Not to worry. At present,
such verisimilitude seems unlikely for economic as well as technical
reasons. For one thing, the
product development emphasis remains on traditional device speed and capacity
both of which put a premium on compression of data. For example, when music or video is streamed, the result is
lower fidelity than that delivered by CD’s or DVD’s. Each successive generation of Apple’s iTunes application has
delivered slightly lower fidelity which most users don’t notice or ignore. The quality of digital photographs
taken by smart phones has increased with each generation of the technology but
is still lower than that of either conventional film or high end digital technology. Cost and convenience are dramatically
improved and even users who notice the decline in quality are happy to make the
compromise. Digital material is
also easier to manipulate. The old
saw, “A photograph doesn’t lie,” was never guaranteed given the ability of
darkroom technicians and airbrush artists to modify what the camera saw. But programs like Photoshop make it
easy to alter an image completely.
Whether the intent is benign or malicious, this level of control alters
the nature of truth itself. A viewer
cannot know anything about what the camera actually saw or how the photographer
felt about it.
This is an ancient problem. Writing and printing, music,
photography and other “extensions” of human senses (to borrow Marshall
McLuhan’s locution) are all languages.
The great semanticists of the 1930’s knew that language acts to
constrict thought in order to serve the interests of communication. Poetry, for example, is a compromise
between logic and emotion effected through the intermediation of vocabulary,
grammar and other conventions. It
proceeds from mental imagery we refer to with words like inspiration, intuition
and imagination, processes that cannot be quantified. Moreover, every language treats the constriction process
differently so that the architecture of a language accounts for a significant
part of the world’s cultural diversity.
Language is the central tool of knowledge but it
also burdens us with an unavoidable problem. Except for the possibility of telepathy, there is no way for
people to communicate anything other than the most basic ideas without using
twice-translated symbols. A
speaker or writer chooses a word to convey an idea that is not a word and the
listener or reader translates that symbol into his or her own mental
construct. Both run the risk of
treating the word as though it is the
idea it refers to. But really it
is merely an undisciplined coding system that is more or less analogous to the
way we think.
Digital language is altering culture not only
because numbers are more abstract than words and binary numbers are more
abstract than continuous numbers, but also because it is insidious. The 1’s and 0’s are hidden from view and
the vast majority of people are unaware of them. To a noticeable extent, it has already made us digital
thinkers. As a society, we
have become data-driven. We assess
our scholarship by counting the number of times our publications are cited in
other publications, our visual culture by the prices investors pay for art at
auction and our spirituality by the frequency of church attendance. We follow opinion polls assiduously at
a time when societal dispositions are conspiring to significantly reduce their
validity and reliability. We
reduce a sport like baseball to a vast number of sums and ratios and believe
religiously that the data can help us predict the future. But such numbers are merely imperfect
surrogates for the things they purport to measure. They are never the referents themselves.
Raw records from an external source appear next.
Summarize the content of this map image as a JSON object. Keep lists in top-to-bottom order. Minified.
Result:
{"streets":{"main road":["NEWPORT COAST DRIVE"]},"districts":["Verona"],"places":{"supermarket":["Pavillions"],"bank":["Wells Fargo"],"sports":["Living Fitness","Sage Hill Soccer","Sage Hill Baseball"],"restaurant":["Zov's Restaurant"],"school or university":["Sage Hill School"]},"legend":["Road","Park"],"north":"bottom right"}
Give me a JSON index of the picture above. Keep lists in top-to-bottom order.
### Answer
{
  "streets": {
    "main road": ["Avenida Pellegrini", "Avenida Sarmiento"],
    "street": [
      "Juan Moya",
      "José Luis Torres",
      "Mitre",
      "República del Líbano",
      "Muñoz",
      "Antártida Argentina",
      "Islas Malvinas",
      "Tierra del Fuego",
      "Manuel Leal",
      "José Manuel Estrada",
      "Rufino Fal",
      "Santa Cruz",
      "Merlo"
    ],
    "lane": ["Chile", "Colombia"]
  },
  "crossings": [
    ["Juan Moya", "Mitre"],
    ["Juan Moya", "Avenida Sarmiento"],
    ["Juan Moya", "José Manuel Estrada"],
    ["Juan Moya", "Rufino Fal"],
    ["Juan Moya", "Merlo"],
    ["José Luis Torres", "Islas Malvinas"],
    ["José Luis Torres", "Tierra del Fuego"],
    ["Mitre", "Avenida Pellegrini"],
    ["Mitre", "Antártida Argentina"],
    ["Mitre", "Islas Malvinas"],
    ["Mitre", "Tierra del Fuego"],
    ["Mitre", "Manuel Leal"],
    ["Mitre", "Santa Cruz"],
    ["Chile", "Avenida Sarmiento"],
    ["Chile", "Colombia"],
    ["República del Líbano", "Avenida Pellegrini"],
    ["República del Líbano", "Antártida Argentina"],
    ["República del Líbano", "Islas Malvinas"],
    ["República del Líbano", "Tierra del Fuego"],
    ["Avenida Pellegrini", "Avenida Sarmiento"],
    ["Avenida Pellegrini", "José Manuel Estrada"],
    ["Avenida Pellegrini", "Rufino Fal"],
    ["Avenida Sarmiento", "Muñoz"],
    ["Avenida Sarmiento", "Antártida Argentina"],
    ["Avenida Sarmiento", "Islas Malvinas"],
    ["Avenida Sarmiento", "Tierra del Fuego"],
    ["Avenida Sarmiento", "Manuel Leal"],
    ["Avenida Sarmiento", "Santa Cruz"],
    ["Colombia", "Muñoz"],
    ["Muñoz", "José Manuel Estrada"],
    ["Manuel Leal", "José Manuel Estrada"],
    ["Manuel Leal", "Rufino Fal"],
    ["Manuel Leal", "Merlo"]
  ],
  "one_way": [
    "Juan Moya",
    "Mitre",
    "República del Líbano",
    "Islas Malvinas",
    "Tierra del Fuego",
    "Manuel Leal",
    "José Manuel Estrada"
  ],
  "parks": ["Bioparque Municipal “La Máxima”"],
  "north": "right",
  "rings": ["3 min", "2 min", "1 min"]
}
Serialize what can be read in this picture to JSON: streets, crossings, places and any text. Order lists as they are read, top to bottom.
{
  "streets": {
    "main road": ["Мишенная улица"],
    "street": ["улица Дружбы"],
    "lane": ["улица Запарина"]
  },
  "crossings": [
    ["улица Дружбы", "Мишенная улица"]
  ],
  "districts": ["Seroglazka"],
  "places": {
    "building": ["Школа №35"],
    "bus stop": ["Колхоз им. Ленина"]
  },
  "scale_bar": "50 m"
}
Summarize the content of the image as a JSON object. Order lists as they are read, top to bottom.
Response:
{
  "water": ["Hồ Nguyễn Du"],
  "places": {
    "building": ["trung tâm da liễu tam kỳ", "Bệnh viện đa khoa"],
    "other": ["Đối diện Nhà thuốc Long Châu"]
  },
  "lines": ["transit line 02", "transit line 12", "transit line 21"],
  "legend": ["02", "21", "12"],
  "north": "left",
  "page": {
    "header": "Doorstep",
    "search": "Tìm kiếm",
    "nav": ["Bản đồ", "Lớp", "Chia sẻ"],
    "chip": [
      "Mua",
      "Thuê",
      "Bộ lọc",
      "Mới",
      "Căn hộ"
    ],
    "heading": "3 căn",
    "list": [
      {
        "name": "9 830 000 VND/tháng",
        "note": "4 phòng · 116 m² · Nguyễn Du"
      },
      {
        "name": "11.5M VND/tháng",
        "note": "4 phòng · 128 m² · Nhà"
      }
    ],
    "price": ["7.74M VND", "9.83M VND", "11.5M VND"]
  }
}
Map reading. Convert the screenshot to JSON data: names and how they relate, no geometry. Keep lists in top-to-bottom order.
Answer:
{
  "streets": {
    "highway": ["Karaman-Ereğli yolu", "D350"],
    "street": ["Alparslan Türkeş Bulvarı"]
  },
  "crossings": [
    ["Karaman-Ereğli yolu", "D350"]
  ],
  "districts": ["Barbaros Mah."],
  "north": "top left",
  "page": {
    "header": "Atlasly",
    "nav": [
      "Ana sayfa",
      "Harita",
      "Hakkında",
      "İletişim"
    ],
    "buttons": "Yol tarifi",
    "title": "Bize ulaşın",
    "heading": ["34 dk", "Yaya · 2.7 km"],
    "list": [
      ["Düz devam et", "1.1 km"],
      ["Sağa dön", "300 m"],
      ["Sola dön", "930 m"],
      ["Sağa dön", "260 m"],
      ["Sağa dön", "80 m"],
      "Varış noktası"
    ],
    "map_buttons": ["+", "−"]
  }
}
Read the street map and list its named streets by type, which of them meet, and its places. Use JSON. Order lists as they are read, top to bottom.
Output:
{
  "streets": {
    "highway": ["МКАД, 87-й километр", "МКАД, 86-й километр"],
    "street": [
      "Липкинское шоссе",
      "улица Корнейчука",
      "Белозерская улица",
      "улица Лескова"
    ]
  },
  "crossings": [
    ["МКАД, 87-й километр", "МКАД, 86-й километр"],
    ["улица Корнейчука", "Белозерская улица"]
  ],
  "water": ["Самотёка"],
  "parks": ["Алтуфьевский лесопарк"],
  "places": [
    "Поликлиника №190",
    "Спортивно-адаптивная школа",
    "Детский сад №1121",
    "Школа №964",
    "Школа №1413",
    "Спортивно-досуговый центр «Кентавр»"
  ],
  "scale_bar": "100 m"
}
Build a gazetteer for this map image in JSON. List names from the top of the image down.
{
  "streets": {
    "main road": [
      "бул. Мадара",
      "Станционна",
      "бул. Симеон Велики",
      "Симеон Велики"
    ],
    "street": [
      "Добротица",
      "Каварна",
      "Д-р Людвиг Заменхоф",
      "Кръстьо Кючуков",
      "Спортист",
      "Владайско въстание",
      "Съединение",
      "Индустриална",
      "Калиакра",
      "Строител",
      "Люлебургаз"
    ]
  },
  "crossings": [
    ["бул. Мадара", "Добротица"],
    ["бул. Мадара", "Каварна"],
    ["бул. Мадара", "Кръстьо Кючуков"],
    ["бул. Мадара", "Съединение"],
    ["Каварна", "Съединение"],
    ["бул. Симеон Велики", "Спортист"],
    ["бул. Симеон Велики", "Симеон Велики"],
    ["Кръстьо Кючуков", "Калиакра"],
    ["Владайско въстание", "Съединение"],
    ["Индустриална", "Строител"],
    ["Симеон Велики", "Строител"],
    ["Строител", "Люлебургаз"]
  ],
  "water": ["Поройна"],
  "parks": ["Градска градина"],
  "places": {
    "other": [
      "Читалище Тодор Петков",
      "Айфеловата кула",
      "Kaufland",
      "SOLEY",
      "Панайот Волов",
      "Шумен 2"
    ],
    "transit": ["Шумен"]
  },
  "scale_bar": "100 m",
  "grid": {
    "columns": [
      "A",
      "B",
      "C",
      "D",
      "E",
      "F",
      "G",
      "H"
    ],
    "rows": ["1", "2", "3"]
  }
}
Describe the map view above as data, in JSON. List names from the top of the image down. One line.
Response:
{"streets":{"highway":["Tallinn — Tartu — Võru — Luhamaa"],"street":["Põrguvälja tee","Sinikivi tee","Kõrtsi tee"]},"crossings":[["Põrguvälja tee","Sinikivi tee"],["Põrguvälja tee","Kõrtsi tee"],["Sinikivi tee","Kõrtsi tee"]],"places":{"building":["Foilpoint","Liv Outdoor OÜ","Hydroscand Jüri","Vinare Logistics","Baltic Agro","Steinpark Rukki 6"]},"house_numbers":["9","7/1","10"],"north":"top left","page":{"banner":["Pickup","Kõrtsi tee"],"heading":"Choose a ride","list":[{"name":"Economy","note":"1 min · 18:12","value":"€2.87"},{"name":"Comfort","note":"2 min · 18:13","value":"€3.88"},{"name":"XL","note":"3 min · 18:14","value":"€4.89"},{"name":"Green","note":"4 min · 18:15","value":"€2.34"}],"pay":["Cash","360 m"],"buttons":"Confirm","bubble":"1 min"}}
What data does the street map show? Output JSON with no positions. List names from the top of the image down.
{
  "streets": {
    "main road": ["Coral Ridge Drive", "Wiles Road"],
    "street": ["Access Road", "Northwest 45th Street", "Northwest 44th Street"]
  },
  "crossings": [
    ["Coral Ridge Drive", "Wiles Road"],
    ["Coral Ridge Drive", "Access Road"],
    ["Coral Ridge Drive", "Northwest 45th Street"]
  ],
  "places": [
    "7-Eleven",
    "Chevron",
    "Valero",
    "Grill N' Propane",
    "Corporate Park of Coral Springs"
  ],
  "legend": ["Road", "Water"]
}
The idea that Galileo’s dispute with the Holy
Inquisition was about heliocentricity is simplistic at best. It was rather a debate about the nature
of reality. Galileo, of course,
was right about the earth’s rotation around the sun because he had observed and
measured it. But he was wrong in
believing that the laws of nature are written in mathematics or, if not wrong,
he was merely expressing an ingenious but unsupportable opinion. To me, mathematics is a human
construct. It is often quite
useful but Pi
is only a useful ratio. Indeed, the “laws of nature” are
nothing more than artifacts. There
is nothing to suggest that “life” in some parallel universe must be
carbon-based or that the hare will always outrun the tortoise. Pythagoras was able to prove that the
expression:
A2
+ B2 = C2
defines the relationship between the hypotenuse
and the legs of a right triangle. His
discovery turned out to be one of the most useful in the history of science. But it is not a right triangle. It derives from one aspect of the
triangle. Similarly, 261.625565
hertz describes one important aspect of Middle C but is not music.
The human race has turned a corner in its evolution. Until recently, energy was what Daniel
Bell called the “strategic and transforming resource” of the developed
world. It was energy that, when
harnessed and applied to raw materials by technology, added value to them. If you date the industrial revolution
from James Watts’ first practical steam engine in 1776, it lasted about 200
years. Today energy has been
displaced as the great value adder by information harnessed and applied by digital
technology. The information
revolution is different from anything that preceded it. For one thing, information is the only
resource that cannot be depleted.
The more we use it, the more it grows and the more valuable it
becomes. For another, it is
ubiquitous, instantly available to anyone anywhere and acting as though it
wants to be free. For better and
sometimes for worse, it both enables and compels the global economy.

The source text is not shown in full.